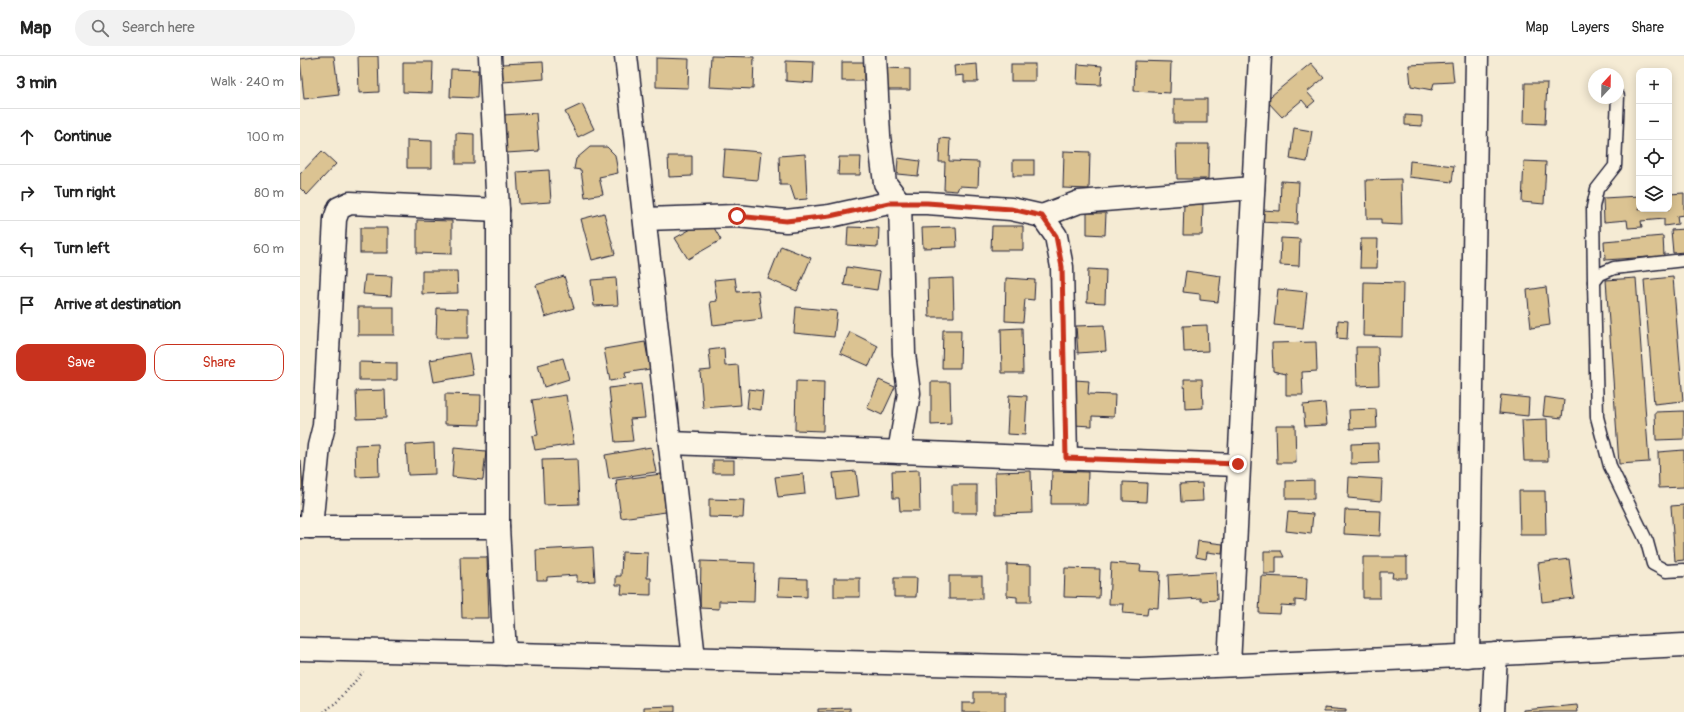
<!DOCTYPE html>
<meta charset="utf-8">
<style>
body{margin:0;font-family:Pangolin,sans-serif;background:#f2f2f2;color:#222}
.controls{position:absolute;right:12px;top:12px;display:grid;overflow:hidden;border-radius:8px;box-shadow:0 2px 10px #0003}
.controls button{width:36px;height:36px;display:grid;place-items:center;padding:0;border:0;border-bottom:1px solid #e0e0e0;background:#fff;color:#222;font:20px sans-serif}
.compass{position:absolute;left:1288px;top:12px;width:36px;height:36px;border-radius:50%;background:#fff;box-shadow:0 2px 10px #0003;rotate:22deg}
.stop{position:absolute;width:12px;height:12px;margin:-9px;border:3px solid #c8321e;border-radius:50%;background:#fff}
.stop.end{background:#c8321e;border-color:#fff;box-shadow:0 1px 4px #0008}
.list{margin:0;padding:0;list-style:none}
h2{display:flex;justify-content:space-between;align-items:center;height:52px;margin:0;padding:0 16px;font-size:17px}
h2 small{font-size:13px;font-weight:400;color:#767676}
.list li{display:grid;grid-template-columns:26px 1fr auto;gap:12px;align-items:center;box-sizing:border-box;height:56px;padding:0 16px;border-top:1px solid #e0e0e0}
.list b{display:block;font-size:15px;white-space:nowrap}
.list em{font-size:13px;font-style:normal;color:#767676}
.actions{display:flex;gap:8px;padding:12px 16px}
.actions a{flex:1;padding:9px 0;border:1px solid #c8321e;border-radius:12px;text-align:center;font-size:14px;color:#c8321e}
.actions .main{background:#c8321e;color:#fff}
.icon{flex:none;width:22px;height:22px;fill:none;stroke:currentColor;stroke-width:2;stroke-linecap:round;stroke-linejoin:round}
.map{position:relative;flex:none;width:1384px;height:656px;overflow:hidden}
header{display:flex;align-items:center;gap:24px;box-sizing:border-box;height:56px;padding:0 20px;background:#fff;border-bottom:1px solid #e0e0e0}
header strong{font-size:19px}
nav{display:flex;gap:22px;margin-inline-start:auto;font-size:14px}
.search{width:280px;height:36px;background:#f2f2f2;display:flex;align-items:center;gap:10px;box-sizing:border-box;padding:0 14px;border-radius:22px;color:#767676;font-size:15px}
main{display:flex}
aside{flex:1;background:#fff}
.map>svg:first-child{display:block}
</style>
<header>
<strong>Map</strong>
<div class="search"><svg class="icon" aria-label="search" viewBox="0 0 24 24"><circle cx="10" cy="10" r="6"/><path d="M15 15l6 6"/></svg>Search here</div>
<nav><a>Map</a><a>Layers</a><a>Share</a></nav>
</header>
<main>
<aside>
<h2>3 min<small>Walk · 240 m</small></h2>
<ul class="list">
<li><svg class="icon" aria-label="ahead" viewBox="0 0 24 24"><path d="M12 20V5M6 11l6-6 6 6"/></svg><div><b>Continue</b></div><em>100 m</em></li>
<li><svg class="icon" aria-label="right" viewBox="0 0 24 24"><path d="M7 20v-9h11M14 6l5 5-5 5"/></svg><div><b>Turn right</b></div><em>80 m</em></li>
<li><svg class="icon" aria-label="left" viewBox="0 0 24 24"><path d="M17 20v-9H6M10 6l-5 5 5 5"/></svg><div><b>Turn left</b></div><em>60 m</em></li>
<li><svg class="icon" aria-label="arrive" viewBox="0 0 24 24"><path d="M6 21V4h12l-3 4 3 4H6"/></svg><div><b>Arrive at destination</b></div></li>
</ul>
<div class="actions"><a class="main">Save</a><a>Share</a></div>
</aside>
<div class="map">
<svg width="1384" height="656" viewBox="0 0 1384 656">
<rect width="100%" height="100%" fill="#f5ebd4"/>
<filter id="ink" filterUnits="userSpaceOnUse"><feTurbulence type="fractalNoise" baseFrequency=".025" numOctaves="2"/><feDisplacementMap in="SourceGraphic" scale="8" xChannelSelector="R" yChannelSelector="G"/><feConvolveMatrix kernelMatrix="1 2 1 2 8 2 1 2 1" color-interpolation-filters="sRGB"/></filter>
<g filter="url(#ink)">
<g fill="#dbc392" stroke="#22223b">
<path d="M21,0h13l5,39 -35,4 -4,-40z"/>
<path d="M58,0h20l1,36 -20,1z"/>
<path d="M411,0l43,1 -1,32 -44,-2z"/>
<path d="M356,2l33,1 -1,29 -32,-1z"/>
<path d="M486,5l28,1 -1,21 -27,-2z"/>
<path d="M835,5l36,1 -1,31 -36,-2z"/>
<path d="M103,6h30l-1,31 -29,-1z"/>
<path d="M243,6l1,17 -41,3 -1,-18z"/>
<rect x="542" y="6" width="22" height="19"/>
<path d="M1011,7l13,15 -17,14 8,9 -7,6 -6,-7 -20,17 -16,-17z"/>
<path d="M1152,7l2,19 -20,1 -2,7 -21,-4 -2,-21z"/>
<path d="M677,8l1,18h-14v-7l-9,1 -1,-10z"/>
<rect x="711" y="8" width="24" height="17"/>
<path d="M778,8l24,2 -1,19 -24,-1z"/>
<path d="M587,12l23,1v21h-23z"/>
<path d="M151,13l27,1 -1,28 -27,-1z"/>
<path d="M1225,27h22l-2,41 -21,-1z"/>
<rect x="874" y="43" width="33" height="24"/>
<path d="M282,48l12,25 -16,8 -13,-25z"/>
<path d="M236,57l3,38 -33,2 -3,-38z"/>
<path d="M1105,59l17,1v10l-17,-1z"/>
<path d="M994,72l18,3 -5,31 -17,-3z"/>
<path d="M156,77l18,1v30h-18z"/>
<path d="M640,82l10,1 -1,22 30,1 -1,25 -19,-1 -2,5 -13,-1 1,-28h-6z"/>
<path d="M107,84l25,1v27h-25z"/>
<path d="M876,88h33l-1,35h-31z"/>
<path d="M290,91h17l8,8 3,18 -19,4 4,17 -18,3 -4,-27 -7,-1 2,-10z"/>
<path d="M425,93l36,3 -3,28 -35,-3z"/>
<path d="M22,95l14,13 -29,31 -7,-7v-14z"/>
<path d="M764,95l26,1 -1,37 -26,-1z"/>
<path d="M505,98l2,45 -12,1 -5,-15h-10l-1,-29z"/>
<path d="M368,100h24v20l-23,1z"/>
<path d="M539,101h22l-1,18h-22z"/>
<path d="M598,102l22,3 -2,15 -21,-2z"/>
<rect x="713" y="104" width="21" height="16"/>
<path d="M1110,105l44,5 -2,16 -43,-5z"/>
<path d="M1224,105l22,1 -2,42 -22,-2z"/>
<path d="M249,114l2,32 -32,2 -2,-32z"/>
<path d="M1101,123l1,46 -21,-1v-5h-14l-1,-39z"/>
<path d="M981,125l18,1 -2,42 -36,-2v-12l19,1z"/>
<path d="M1384,137v22l-7,1 1,8 -14,2v-7l-23,2 1,6 -14,1 -1,-8 -23,2 -1,-24 36,-2v13h30v-15z"/>
<path d="M884,147l19,1 -1,31h-19z"/>
<path d="M304,157l11,41 -23,6 -11,-41z"/>
<path d="M787,157h19l-1,22 -18,-1z"/>
<path d="M409,163l12,21 -33,19 -13,-21z"/>
<path d="M117,164l35,1v33l-35,-1z"/>
<path d="M692,170h31v24h-32z"/>
<path d="M548,171l31,1 -1,19 -31,-2z"/>
<path d="M656,171l1,20 -34,1 -1,-20z"/>
<rect x="60" y="172" width="28" height="25"/>
<path d="M1384,173v23l-11,1 -2,-23z"/>
<path d="M1363,180l1,20 -59,4 -1,-19z"/>
<path d="M981,182l19,1 -1,27 -19,-1z"/>
<path d="M1061,183h17l-1,29h-17z"/>
<path d="M481,190l30,12 -14,33 -29,-12z"/>
<path d="M547,211l33,5 -3,18 -33,-5z"/>
<path d="M788,213l18,1 -1,33 -18,-1z"/>
<path d="M122,215h35l1,22 -36,1z"/>
<path d="M886,215l35,5 -3,26 -18,-2v-6l-17,-2z"/>
<path d="M65,219l27,1 -1,20 -28,-2z"/>
<path d="M264,220l10,32 -29,9 -9,-32z"/>
<path d="M1373,221l10,124 -29,3 -10,-124z"/>
<path d="M316,222l2,27 -24,1 -3,-26z"/>
<path d="M435,222l2,14 21,-2 4,29 -49,6 -3,-23 7,-1 -3,-21z"/>
<path d="M653,222l1,39h-25l-1,-38z"/>
<path d="M706,222l29,2 -1,20 -9,-1 -2,23 -18,-1z"/>
<path d="M1336,222l13,184 -30,2 -13,-184z"/>
<path d="M1064,226l39,1 -1,54 -39,-1z"/>
<path d="M1246,231l4,38 -19,3 -4,-38z"/>
<path d="M978,233l29,3 -4,36 -29,-3z"/>
<rect x="58" y="251" width="36" height="28"/>
<path d="M496,251l41,4 -3,26 -40,-4z"/>
<path d="M137,252l31,1v29h-32z"/>
<path d="M1038,264l10,1 -1,18 -10,-1z"/>
<path d="M804,269l2,26 -28,2 -2,-27z"/>
<path d="M907,269l1,26 -24,1 -1,-26z"/>
<path d="M722,272l1,45h-21l-1,-44z"/>
<path d="M643,274h18l-1,38h-18z"/>
<path d="M550,276l28,14 -9,20 -29,-13z"/>
<path d="M345,286l5,27 -25,4 1,5 -16,3 -6,-32z"/>
<path d="M1016,286l1,29 -15,1 1,23h-17v-21l-13,-3 -1,-28z"/>
<path d="M1056,291h22l1,38 -22,1z"/>
<path d="M424,292l1,18 13,-1 3,40 -38,3 -3,-37 11,-1 -2,-20z"/>
<path d="M169,297l4,22 -39,7 -4,-22z"/>
<path d="M263,302l6,21 -25,8 -6,-22z"/>
<path d="M59,306l38,1v17h-38z"/>
<path d="M884,323h18l1,29 -18,1z"/>
<path d="M579,324l16,7 -13,28 -15,-7z"/>
<path d="M775,324l14,1 -1,13 27,1 -1,22 -22,-1v10l-19,-1z"/>
<path d="M496,325l28,1 -1,49 -28,-1z"/>
<path d="M631,326h19l1,42 -20,1z"/>
<path d="M341,328l4,34 -15,1 3,22 -18,1 -6,-54z"/>
<path d="M449,333l14,2 -2,19 -14,-2z"/>
<path d="M85,334l1,28 -29,1 -1,-28z"/>
<path d="M145,338l36,1 -1,30 -35,-1z"/>
<path d="M266,339l8,49 -39,6 -3,-14 6,-1 -6,-35z"/>
<path d="M709,339l18,1 -2,39 -18,-1z"/>
<path d="M1201,339l28,3 -1,18 -29,-3z"/>
<path d="M1245,341l19,3 -2,18 -19,-2z"/>
<path d="M1025,347l2,22 -22,1 -2,-21z"/>
<path d="M1076,353l1,19 -27,1 -1,-19z"/>
<path d="M1384,355v28l-28,1 -1,-28z"/>
<path d="M1247,363l1,42h-24l-2,-41z"/>
<path d="M976,369h19l1,38h-19z"/>
<path d="M134,387l1,31 -27,1 -2,-30z"/>
<path d="M1078,387l1,20 -28,1v-20z"/>
<path d="M78,388l1,32 -23,1 -1,-32z"/>
<path d="M351,391l5,25 -47,7 -4,-24z"/>
<path d="M154,392l32,3 -3,29 -31,-3z"/>
<path d="M1384,394v37l-25,1 -1,-36z"/>
<path d="M277,403l2,45 -35,1 -2,-45z"/>
<path d="M0,404h1l2,30h-3z"/>
<rect x="413" y="404" width="21" height="13"/>
<path d="M619,414l1,41h-20l-1,-13h-6l-1,-27z"/>
<path d="M556,415l3,25 -23,3 -3,-26z"/>
<path d="M731,415l1,42 -36,1 -1,-42z"/>
<path d="M752,415l36,1 -1,32h-36z"/>
<path d="M361,418l5,38 -45,6 -5,-38z"/>
<path d="M503,418l2,20 -27,3 -3,-20z"/>
<path d="M1049,421l33,2 -1,22 -33,-3z"/>
<path d="M1014,424v19h-28v-18z"/>
<path d="M823,426l24,1 -1,19 -23,-1z"/>
<path d="M902,427l1,18 -22,1 -1,-18z"/>
<rect x="652" y="429" width="25" height="28"/>
<path d="M1219,435h26l1,44h-26z"/>
<path d="M409,443l35,1 -1,18 -34,-1z"/>
<path d="M1384,449v55l-9,1 -4,-55z"/>
<path d="M1045,454l36,1 -1,25 -36,-2z"/>
<path d="M988,456l25,2 -2,20 -25,-3z"/>
<path d="M898,485l25,3 -1,10 -15,-2 -1,7 -10,-2z"/>
<path d="M293,491l2,34 -18,1v-7l-30,2v3h-10l-1,-30z"/>
<path d="M964,495h17l3,6h-8v17h-12z"/>
<path d="M322,496l26,1 -1,25h4v17l-30,-1 1,-9h-6v-9h5z"/>
<path d="M160,501h27l2,61h-27z"/>
<path d="M1063,501h44v21h-15l1,-6h-13v26h-17z"/>
<path d="M1269,503l5,39 -32,4 -4,-39z"/>
<path d="M401,505l54,2 -1,39 -35,-1v8l-19,-1z"/>
<path d="M811,507l30,2 -1,6 20,1 -2,36 -10,-1 -1,8 -24,-2 1,-9h-15z"/>
<path d="M707,508l24,1v37h-14v-5l-10,-1z"/>
<path d="M765,512l35,1 -1,29 -35,-1z"/>
<path d="M916,516l1,28 -16,1v-3l-32,2 -1,-25z"/>
<rect x="649" y="520" width="33" height="23"/>
<path d="M961,520l46,2 -1,23 -11,-1v6l-14,-1 -1,9 -21,-1z"/>
<path d="M479,522l28,1v18l-29,-1z"/>
<rect x="534" y="522" width="26" height="19"/>
<path d="M594,522h23l-1,19h-22z"/>
<path d="M674,636h31v20h-43v-9h12z"/>
<path d="M1277,649l1,7h-54v-2z"/>
<path d="M375,650v6h-31v-5z"/>
<path d="M550,652v4h-32v-3z"/>
<path d="M1024,652l22,2v2h-22z"/>
</g>
<g fill="none" stroke-linecap="round" stroke-linejoin="round">
<g stroke="#22223b" stroke-width="15">
<g id="service">
<path d="M1384,204l-70,8 -14,6 -6,8 3,135 13,49 37,76 6,22 13,7 18,-1"/>
<path d="M1294,226l-1,-75 4,-18 18,-23 3,-70"/>
</g>
</g>
<g stroke="#22223b" stroke-width="25">
<g id="minor">
<path d="M190,0l8,154v317l7,127"/>
<path d="M326,0l68,602"/>
<path d="M575,0l4,80 6,47 15,20 4,151 5,39 -10,59"/>
<path d="M742,160l37,-14 174,-14"/>
<path d="M345,163l92,-3 49,5 44,-5 59,-13h38l84,6 31,7 14,20 6,31 4,191"/>
<path d="M370,387l568,22"/>
<path d="M0,471h198"/>
<path d="M11,471l8,-81 5,-20 11,-207 4,-11 11,-5 148,7"/>
<path d="M0,593l840,20 298,-12 246,-12"/>
<path d="M1168,600l9,-600"/>
<path d="M929,609l31,-609"/>
<path d="M1193,656l3,-58"/>
</g>
</g>
<path stroke="#22223b" stroke-width="2.5" stroke-dasharray="1 3" stroke-linecap="butt" d="M24,656l15,-12 24,-28"/>
<use href="#service" stroke="#fcf5e5" stroke-width="12"/>
<use href="#minor" stroke="#fcf5e5" stroke-width="22"/>
</g>
</g>
<g fill="none" stroke-linecap="round" stroke-linejoin="round" filter="url(#ink)">
<path stroke="#c8321e" stroke-width="5" d="M437,160l49,5 44,-5 59,-13h38l84,6 31,7 14,20 6,31 4,191 172,6"/>
</g>
</svg>
<div class="controls">
<button>+</button>
<button>−</button>
<button><svg class="icon" aria-label="locate" viewBox="0 0 24 24"><circle cx="12" cy="12" r="6"/><path d="M12 2v4M12 18v4M2 12h4M18 12h4"/></svg></button>
<button><svg class="icon" aria-label="layers" viewBox="0 0 24 24"><path d="M12 4l9 5-9 5-9-5zM3 14l9 5 9-5"/></svg></button>
</div>
<svg class="compass" viewBox="-18 -18 36 36"><path d="M0-13l5 13h-10z" fill="#e53935"/><path d="M0 13l5-13h-10z" fill="#767676"/></svg>
<div class="stop" style="left:437px;top:160px"></div>
<div class="stop end" style="left:938px;top:408px"></div>
</div>
</main>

★ ★ ★ ★ ★ ★ ★

— Instructions to follow —
Sift through the entries and copy every line with "filter".

— Response below —
<filter id="ink" filterUnits="userSpaceOnUse"><feTurbulence type="fractalNoise" baseFrequency=".025" numOctaves="2"/><feDisplacementMap in="SourceGraphic" scale="8" xChannelSelector="R" yChannelSelector="G"/><feConvolveMatrix kernelMatrix="1 2 1 2 8 2 1 2 1" color-interpolation-filters="sRGB"/></filter>
<g filter="url(#ink)">
<g fill="none" stroke-linecap="round" stroke-linejoin="round" filter="url(#ink)">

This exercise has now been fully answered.